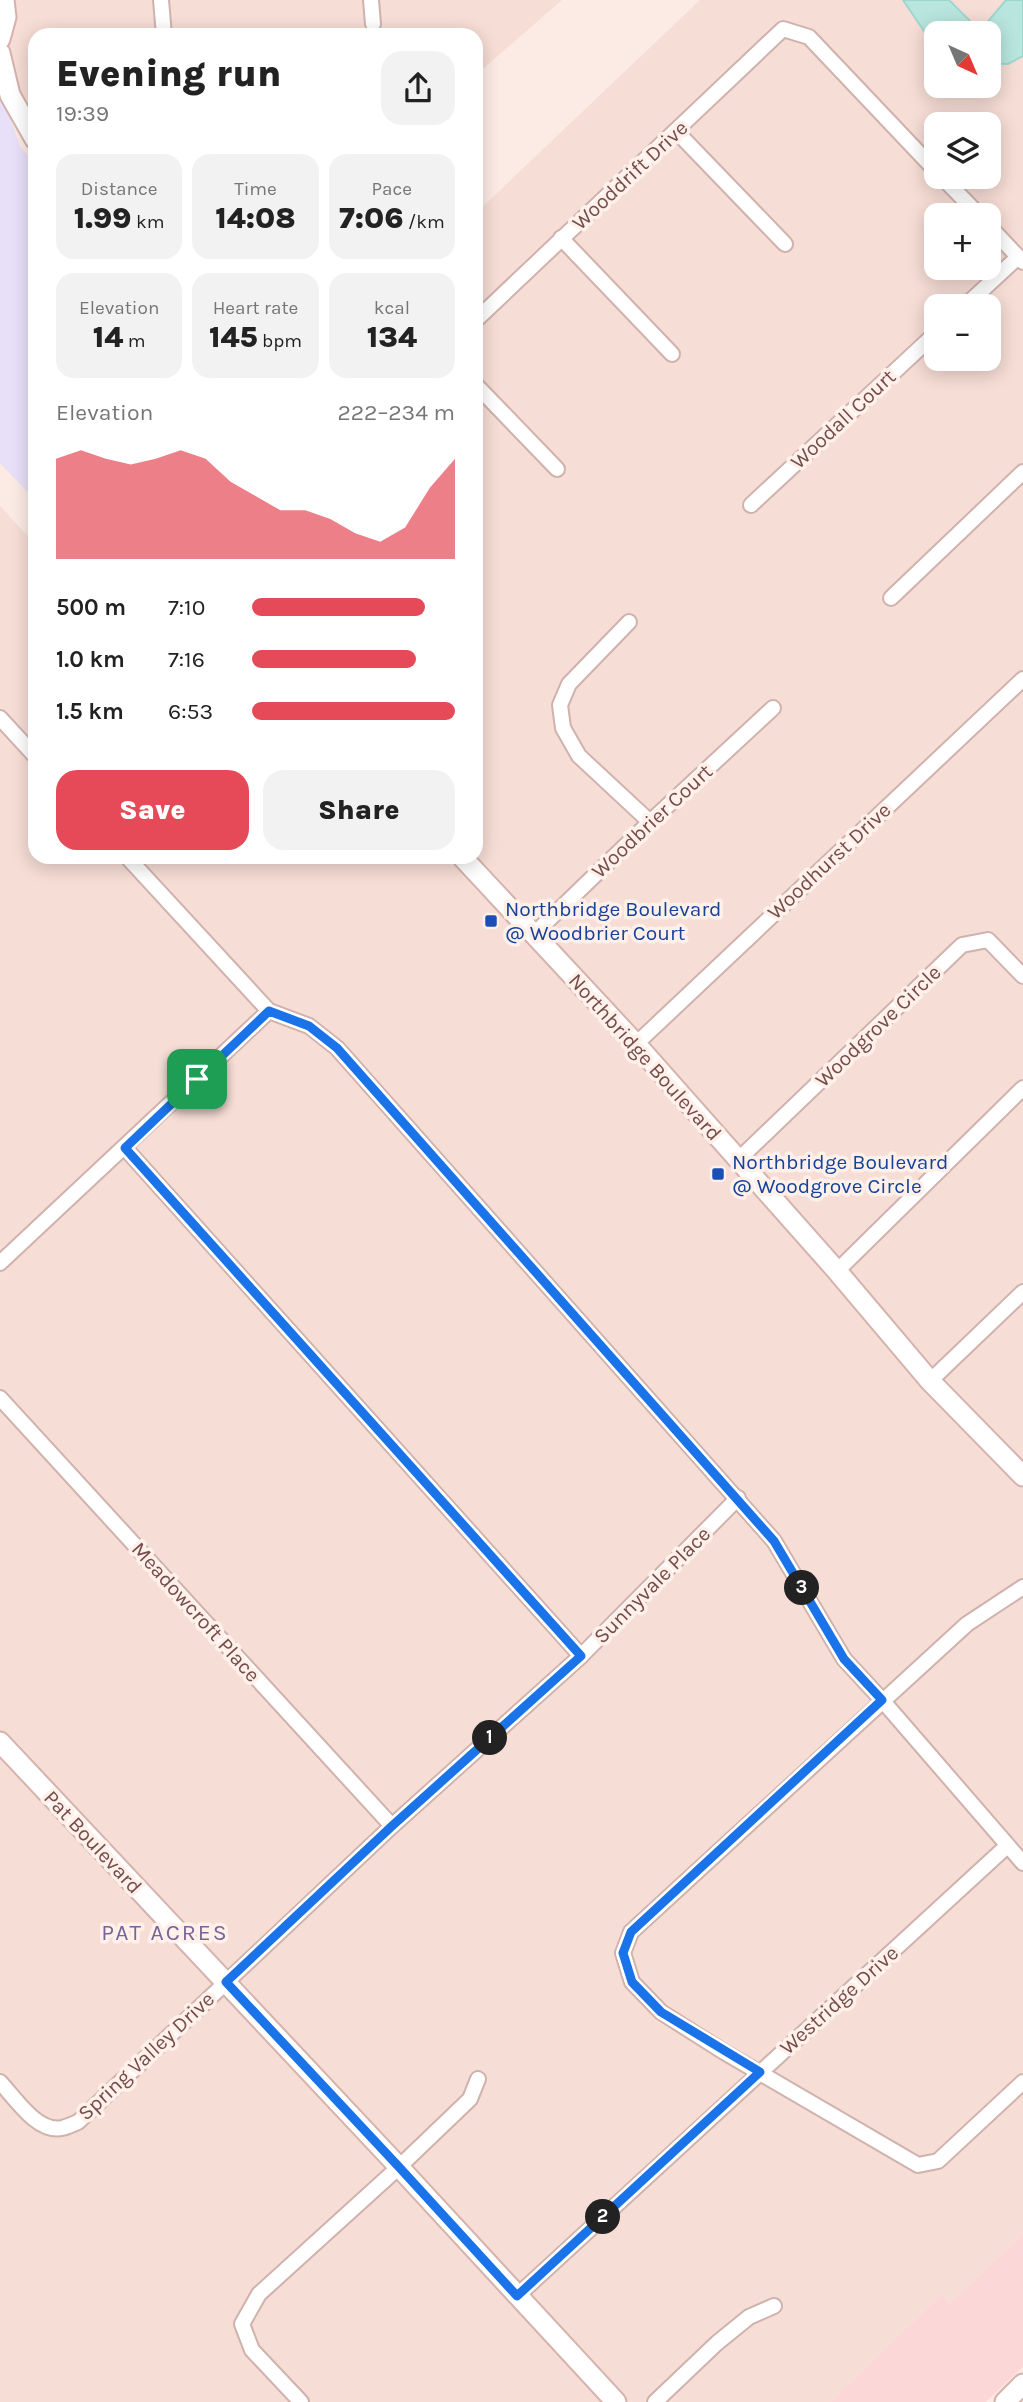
<!DOCTYPE html>
<html lang="en">
<head>
<meta charset="utf-8">
<style>
  :root { --surface:#fff; --page:#f2f2f2; --text:#222; --muted:#767676; --accent:#e64957 }
  body { margin:0; font-family:Karla,sans-serif; background:var(--page); color:var(--text); height:100vh; display:flex; flex-direction:column; font-size:26px; white-space:nowrap }
  * { box-sizing:border-box; margin:0 }
  p { font-size:23px; color:var(--muted) }
  .icon { flex:none; width:38px; height:38px; fill:none; stroke:currentColor; stroke-width:2; stroke-linecap:round; stroke-linejoin:round }
  .map { position:relative; flex:1; overflow:hidden }
  .sheet { position:absolute; left:28px; top:28px; width:455px; height:836px; display:flex; flex-direction:column; background:var(--surface); border-radius:21px; box-shadow:0 4px 18px #0003 }
  .sheet>* { flex:none }
  .needle { width:46px; rotate:136deg }
  .tools { position:absolute; left:924px; top:21px; display:grid; gap:14px }
  .tools a { display:grid; place-items:center; width:77px; height:77px; border-radius:14px; background:var(--surface); box-shadow:0 4px 18px #0003; font-size:35px }
  .pin { position:absolute; display:grid; place-items:center; width:60px; height:60px; color:#fff; margin:-30px; border-radius:14px; box-shadow:0 4px 10px #0006 }
  .km { position:absolute; width:35px; height:35px; margin:-18px; border-radius:50%; background:#222; color:#fff; font-size:19px; line-height:35px; text-align:center }
  .round { display:grid; place-items:center; flex:none; width:74px; height:74px; border-radius:21px; background:var(--page) }
  .head { display:flex; align-items:center; justify-content:space-between; height:119px; padding:0 28px }
  h1 { font-size:38px; font-weight:800; line-height:52px }
  .stats { display:grid; grid-template-columns:repeat(3,1fr); gap:10px; height:119px; padding:7px 28px }
  .stats div { display:grid; align-content:center; border-radius:18px; background:var(--page); text-align:center }
  .stats b { font-size:30px; font-weight:800 }
  .stats small { font-size:19px; font-weight:400 }
  .stats p { font-size:19px }
  .chart { height:196px; padding:14px 28px }
  .chart p { display:flex; justify-content:space-between }
  .chart svg { width:100%; height:126px; margin-top:7px; fill:var(--accent); opacity:.7 }
  .action { display:flex; gap:14px; margin-top:auto; padding:14px 28px }
  .action a { flex:1; height:80px; border-radius:21px; background:var(--accent); color:#fff; font-size:28px; font-weight:800; line-height:80px; text-align:center }
  .action a+a { background:var(--page); color:var(--text) }
  ul { padding:0 28px; list-style:none; font-size:23px }
  li { display:grid; grid-template-columns:112px 84px 1fr; align-items:center; height:52px }
  li i { height:18px; border-radius:9px; background:var(--accent) }
  .map>svg:first-child { display:block }
  .residential { fill:#f6ddd5 }
  .commercial { fill:#fcd7d8 }
  .education { fill:#e8e0f8 }
  .water { fill:#b8e6de; stroke:#9fd7cf; stroke-width:2 }
  .lines { fill:none; stroke-linecap:round; stroke-linejoin:round }
  .street-casing { stroke:#d0b2ad; stroke-width:18 }
  .secondary-casing { stroke:#d5b2ac; stroke-width:23 }
  .street { stroke:#fff; stroke-width:14 }
  .secondary { stroke:#fff; stroke-width:19 }
  .route-casing { stroke:#fff; stroke-width:14 }
  .route { stroke:#1a73e8; stroke-width:9 }
  .transit-dot { fill:#1a4fb4; stroke:#fff0ea; stroke-width:2.5 }
  .labels { text-anchor:middle; dominant-baseline:central; stroke-width:7; stroke-linejoin:round; paint-order:stroke }
  .street-label { font-size:21px; fill:#744c4a; stroke:#fff0ea }
  .transit-label { font-size:21px; fill:#164399; stroke:#fff0ea; text-anchor:start }
  .neighbourhood-label { font-size:23px; letter-spacing:2px; fill:#776598; stroke:#fff0ea }
</style>
</head>
<body>
<div class="map">
<svg width="1023" height="2402" viewBox="0 0 1023 2402">
  <rect width="100%" height="100%" fill="#fcebe4"/>
  <!-- residential -->
  <g class="residential">
    <path d="M11,0H154L158,35H35V129L16,94L6,44Z"/>
    <path d="M167,0H364L367,30H379L377,0H562L476,75V35H171Z"/>
    <path d="M700,0H903L928,37L936,40V86H989V63L1008,64L1023,56V253L951,177H989V124H936V161L783,20L778,21L777,25L672,127L561,228L476,311V213Z"/>
    <path d="M949,0H1006L980,32Z"/>
    <path d="M786,37L806,43L970,215H936V268H989V235L1009,256L955,306H936V323L741,505L751,514L936,343V359H989V306H975L1018,266L1023,271V462L881,598L891,607L1023,482V669L635,1034L542,936L655,827L782,709L772,699L649,813L584,752L569,726L566,706L575,688L638,623L628,613L564,679L553,705L556,728L640,821L533,925L472,858H476V394L558,478L567,469L476,377V330L562,247L672,363L681,355L571,239L677,141L785,253L794,244L686,133Z"/>
    <path d="M0,506L35,544V747L0,709Z"/>
    <path d="M1023,688V967L992,936L960,939L738,1151L645,1045Z"/>
    <path d="M0,727L35,765V858H120L260,1010L0,1253Z"/>
    <path d="M137,858H455L1023,1485V1579L962,1619L882,1690L849,1655L780,1538L747,1499L342,1043L272,1005Z"/>
    <path d="M986,947L1023,985V1078L837,1261L747,1161L966,952Z"/>
    <path d="M271,1018L306,1032L333,1052L729,1498L581,1647L134,1148Z"/>
    <path d="M1023,1098V1282L930,1371L846,1272Z"/>
    <path d="M125,1157L572,1655L392,1817L0,1389V1273Z"/>
    <path d="M1023,1301V1467L939,1382Z"/>
    <path d="M0,1407L383,1825L226,1973L0,1733Z"/>
    <path d="M738,1508L769,1545L873,1699L625,1929L616,1954L626,1984L749,2073L517,2287L409,2168L475,2104L487,2076L475,2070L465,2095L399,2158L235,1983L397,1831L591,1657Z"/>
    <path d="M1023,1596V1854L892,1701L971,1630Z"/>
    <path d="M882,1709L998,1845L758,2064L665,2007L638,1979L630,1954L637,1936Z"/>
    <path d="M0,1752L217,1982L74,2116L59,2122L48,2121L40,2116L0,2073Z"/>
    <path d="M1007,1856L1023,1872V2072L935,2155L918,2158L771,2071Z"/>
    <path d="M226,1992L390,2166L253,2291L236,2320V2325L292,2402H0V2091L32,2125L43,2133L61,2135L82,2127Z"/>
    <path d="M761,2080L920,2171L943,2166L1023,2091V2234L949,2304L940,2296L830,2402H666L722,2348L753,2323L782,2310L776,2298L745,2312L712,2338L645,2402H624L526,2297Z"/>
    <path d="M399,2176L607,2402H309L257,2347L249,2325L264,2299Z"/>
  </g>
  <!-- commercial -->
  <path class="commercial" d="M1023,2234V2367L986,2402H830L941,2295L949,2304Z"/>
  <!-- education -->
  <path class="education" d="M0,86L20,147L35,162V500L0,463Z"/>
  <!-- water -->
  <path class="water" d="M903,0H949L980,31L1006,0H1023V56L1008,64L989,63V33H936V40L928,37Z"/>
  <g class="lines">
    <!-- street casing -->
    <g class="street-casing">
      <g id="street">
        <path d="M161,0L164,35"/>
        <path d="M371,0L373,24"/>
        <path d="M677,132L785,244"/>
        <path d="M942,177L979,215"/>
        <path d="M989,226L1023,262"/>
        <path d="M561,238L672,354"/>
        <path d="M965,306L1018,257"/>
        <path d="M476,320L783,29L809,37L936,171"/>
        <path d="M476,385L557,469"/>
        <path d="M751,505L936,333"/>
        <path d="M891,598L1023,472"/>
        <path d="M629,622L569,684L560,705L563,728L579,756L650,822"/>
        <path d="M0,718L35,756"/>
        <path d="M128,858L269,1011L309,1026L337,1048L774,1541L844,1659L882,1700L1023,1863"/>
        <path d="M533,935L650,822L773,708"/>
        <path d="M636,1044L1023,679"/>
        <path d="M125,1148L581,1656"/>
        <path d="M738,1160L962,945L988,940L1023,976"/>
        <path d="M0,1263L269,1011"/>
        <path d="M837,1271L1023,1088"/>
        <path d="M930,1381L1023,1292"/>
        <path d="M0,1398L392,1826"/>
        <path d="M1023,1587L967,1624L631,1932L623,1953L632,1982L661,2012L724,2052L918,2165L938,2161L1023,2082"/>
        <path d="M0,2082C15,2098 37,2133 62,2128C67,2127 73,2124 78,2122L392,1826L581,1656L738,1498"/>
        <path d="M517,2296L1007,1846"/>
        <path d="M301,2402L252,2350L242,2324L259,2294L399,2167L470,2099L478,2079"/>
        <path d="M655,2402L717,2343L749,2317L774,2306"/>
      </g>
    </g>
    <!-- secondary casing -->
    <g class="secondary-casing">
      <g id="secondary">
        <path d="M0,39L6,17L4,0"/>
        <path d="M0,53L10,95L35,139"/>
        <path d="M463,858L636,1044L837,1271L930,1381L1023,1476"/>
        <path d="M0,1742L399,2167L616,2402"/>
        <path d="M1005,2402L1023,2384"/>
      </g>
    </g>
    <!-- street -->
    <use href="#street" class="street"/>
    <!-- secondary -->
    <use href="#secondary" class="secondary"/>
  </g>
  <g class="lines">
    <!-- route casing -->
    <g class="route-casing">
      <path id="route" d="M269,1011L309,1026L337,1048L774,1541L844,1659L882,1700L631,1932L623,1953L632,1982L661,2012L760,2072L517,2296L399,2167L226,1982L392,1826L581,1656L125,1148Z"/>
    </g>
    <!-- route -->
    <use href="#route" class="route"/>
  </g>
  <!-- markers -->
  <g class="transit-dot">
    <rect x="484" y="914" width="14" height="14" rx="3.5"/>
    <rect x="711" y="1167" width="14" height="14" rx="3.5"/>
  </g>
  <g class="labels">
    <!-- street labels -->
    <g class="street-label">
      <text transform="translate(630 175) rotate(-43)">Wooddrift Drive</text>
      <text transform="translate(843 419) rotate(-43)">Woodall Court</text>
      <text transform="translate(652 821) rotate(-43)">Woodbrier Court</text>
      <text transform="translate(829 861) rotate(-43)">Woodhurst Drive</text>
      <text transform="translate(878 1026) rotate(-44)">Woodgrove Circle</text>
      <text transform="translate(645 1057) rotate(48)">Northbridge Boulevard</text>
      <text transform="translate(652 1585) rotate(-45)">Sunnyvale Place</text>
      <text transform="translate(196 1612) rotate(48)">Meadowcroft Place</text>
      <text transform="translate(93 1842) rotate(47)">Pat Boulevard</text>
      <text transform="translate(839 2000) rotate(-42)">Westridge Drive</text>
      <text transform="translate(146 2056) rotate(-43)">Spring Valley Drive</text>
    </g>
    <!-- transit labels -->
    <g class="transit-label">
      <text x="505" y="909">Northbridge Boulevard<tspan x="505" dy="24">@ Woodbrier Court</tspan></text>
      <text x="732" y="1162">Northbridge Boulevard<tspan x="732" dy="24">@ Woodgrove Circle</tspan></text>
    </g>
    <!-- neighbourhood labels -->
    <g class="neighbourhood-label">
      <text x="165" y="1932">PAT ACRES</text>
    </g>
  </g>
</svg>
<div class="tools">
<a><svg class="needle" viewBox="-14 -14 28 28"><path d="M0-13l5 13h-10z" fill="#e53935"/><path d="M0 13l5-13h-10z" fill="#767676"/></svg></a>
<a><svg class="icon" aria-label="layers" viewBox="0 0 24 24"><path d="M12 4l9 5-9 5-9-5zM3 14l9 5 9-5"/></svg></a>
<a>+</a>
<a>−</a>
</div>
<div class="pin" style="left:197px;top:1079px;background:#1e9e55"><svg class="icon" aria-label="arrive" viewBox="0 0 24 24"><path d="M6 21V4h12l-3 4 3 4H6"/></svg></div>
<b class="km" style="left:490px;top:1738px">1</b>
<b class="km" style="left:603px;top:2217px">2</b>
<b class="km" style="left:802px;top:1588px">3</b>
<section class="sheet">
<div class="head"><div><h1>Evening run</h1><p>19:39</p></div><a class="round"><svg class="icon" aria-label="share" viewBox="0 0 24 24"><path d="M12 15V3M7 8l5-5 5 5M5 13v7h14v-7"/></svg></a></div>
<div class="stats">
<div><p>Distance</p><b>1.99<small> km</small></b></div>
<div><p>Time</p><b>14:08</b></div>
<div><p>Pace</p><b>7:06<small> /km</small></b></div>
</div>
<div class="stats">
<div><p>Elevation</p><b>14<small> m</small></b></div>
<div><p>Heart rate</p><b>145<small> bpm</small></b></div>
<div><p>kcal</p><b>134</b></div>
</div>
<div class="chart"><p><span>Elevation</span>222–234 m</p>
<svg viewBox="0 0 160 44" preserveAspectRatio="none"><path d="M0 44V9L10 6L20 9L30 11L40 9L50 6L60 9L70 17L80 22L90 27L100 27L110 30L120 35L130 38L140 33L150 19L160 9V44z"/></svg>
</div>
<ul>
<li><b>500 m</b>7:10<i style="width:85%"></i></li>
<li><b>1.0 km</b>7:16<i style="width:81%"></i></li>
<li><b>1.5 km</b>6:53<i style="width:100%"></i></li>
</ul>
<div class="action"><a>Save</a><a>Share</a></div>
</section>
</div>
</body>
</html>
──────────────────────────────
## Work instruction
Find the word "head" in the entries above, then copy each line that holds it.

## Result
<head>
  .head { display:flex; align-items:center; justify-content:space-between; height:119px; padding:0 28px }
</head>
<div class="head"><div><h1>Evening run</h1><p>19:39</p></div><a class="round"><svg class="icon" aria-label="share" viewBox="0 0 24 24"><path d="M12 15V3M7 8l5-5 5 5M5 13v7h14v-7"/></svg></a></div>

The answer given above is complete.